◆ **Activity**
Note each line of the entries that includes "Beauséjour". Then copy those lines.

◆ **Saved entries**
---*---

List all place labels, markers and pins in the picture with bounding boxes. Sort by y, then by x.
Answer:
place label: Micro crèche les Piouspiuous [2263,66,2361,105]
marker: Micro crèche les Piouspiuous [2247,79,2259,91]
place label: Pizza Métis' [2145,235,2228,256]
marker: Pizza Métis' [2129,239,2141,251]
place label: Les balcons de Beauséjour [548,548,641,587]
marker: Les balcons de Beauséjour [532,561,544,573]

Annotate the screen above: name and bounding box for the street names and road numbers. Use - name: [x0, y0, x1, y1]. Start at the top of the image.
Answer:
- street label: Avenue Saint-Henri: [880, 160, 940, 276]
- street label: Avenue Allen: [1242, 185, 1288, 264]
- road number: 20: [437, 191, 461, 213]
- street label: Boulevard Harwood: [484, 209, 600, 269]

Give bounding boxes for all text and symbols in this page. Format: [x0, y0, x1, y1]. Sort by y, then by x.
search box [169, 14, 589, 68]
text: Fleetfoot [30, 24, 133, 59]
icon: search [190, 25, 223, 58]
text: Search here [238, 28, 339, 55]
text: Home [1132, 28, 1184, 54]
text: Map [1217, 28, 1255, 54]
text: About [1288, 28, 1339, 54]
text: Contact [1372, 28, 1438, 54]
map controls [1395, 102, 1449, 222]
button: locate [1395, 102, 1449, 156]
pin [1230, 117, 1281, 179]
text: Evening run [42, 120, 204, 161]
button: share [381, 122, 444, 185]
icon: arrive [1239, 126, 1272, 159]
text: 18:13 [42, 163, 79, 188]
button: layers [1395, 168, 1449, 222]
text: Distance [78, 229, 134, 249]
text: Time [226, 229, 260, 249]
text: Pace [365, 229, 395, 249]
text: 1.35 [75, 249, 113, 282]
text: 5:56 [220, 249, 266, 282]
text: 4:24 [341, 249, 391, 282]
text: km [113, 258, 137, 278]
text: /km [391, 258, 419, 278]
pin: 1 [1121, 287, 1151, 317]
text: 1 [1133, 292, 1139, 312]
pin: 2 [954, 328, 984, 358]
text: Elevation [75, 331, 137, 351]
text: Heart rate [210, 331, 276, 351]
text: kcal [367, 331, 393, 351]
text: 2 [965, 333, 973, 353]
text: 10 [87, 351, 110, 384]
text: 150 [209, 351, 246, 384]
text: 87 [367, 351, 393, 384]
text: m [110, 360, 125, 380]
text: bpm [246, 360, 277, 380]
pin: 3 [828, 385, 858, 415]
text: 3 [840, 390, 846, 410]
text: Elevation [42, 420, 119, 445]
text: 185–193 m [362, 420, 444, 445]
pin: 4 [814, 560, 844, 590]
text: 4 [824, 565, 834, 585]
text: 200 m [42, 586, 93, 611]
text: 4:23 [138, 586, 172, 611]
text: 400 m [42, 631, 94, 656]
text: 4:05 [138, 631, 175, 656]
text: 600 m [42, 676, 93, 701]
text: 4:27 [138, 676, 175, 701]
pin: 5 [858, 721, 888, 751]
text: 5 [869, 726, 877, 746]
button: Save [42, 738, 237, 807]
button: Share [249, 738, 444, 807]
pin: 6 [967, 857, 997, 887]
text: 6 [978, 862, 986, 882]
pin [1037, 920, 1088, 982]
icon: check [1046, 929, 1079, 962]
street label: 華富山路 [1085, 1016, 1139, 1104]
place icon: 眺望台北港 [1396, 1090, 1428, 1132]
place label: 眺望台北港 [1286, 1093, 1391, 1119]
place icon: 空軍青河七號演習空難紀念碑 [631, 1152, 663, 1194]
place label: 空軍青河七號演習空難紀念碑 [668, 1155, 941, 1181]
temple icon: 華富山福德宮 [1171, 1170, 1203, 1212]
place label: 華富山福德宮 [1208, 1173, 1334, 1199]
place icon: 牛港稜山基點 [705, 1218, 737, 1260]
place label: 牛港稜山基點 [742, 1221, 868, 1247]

---*---

◆ **Reply**
place label: Les balcons de Beauséjour [548,548,641,587]
marker: Les balcons de Beauséjour [532,561,544,573]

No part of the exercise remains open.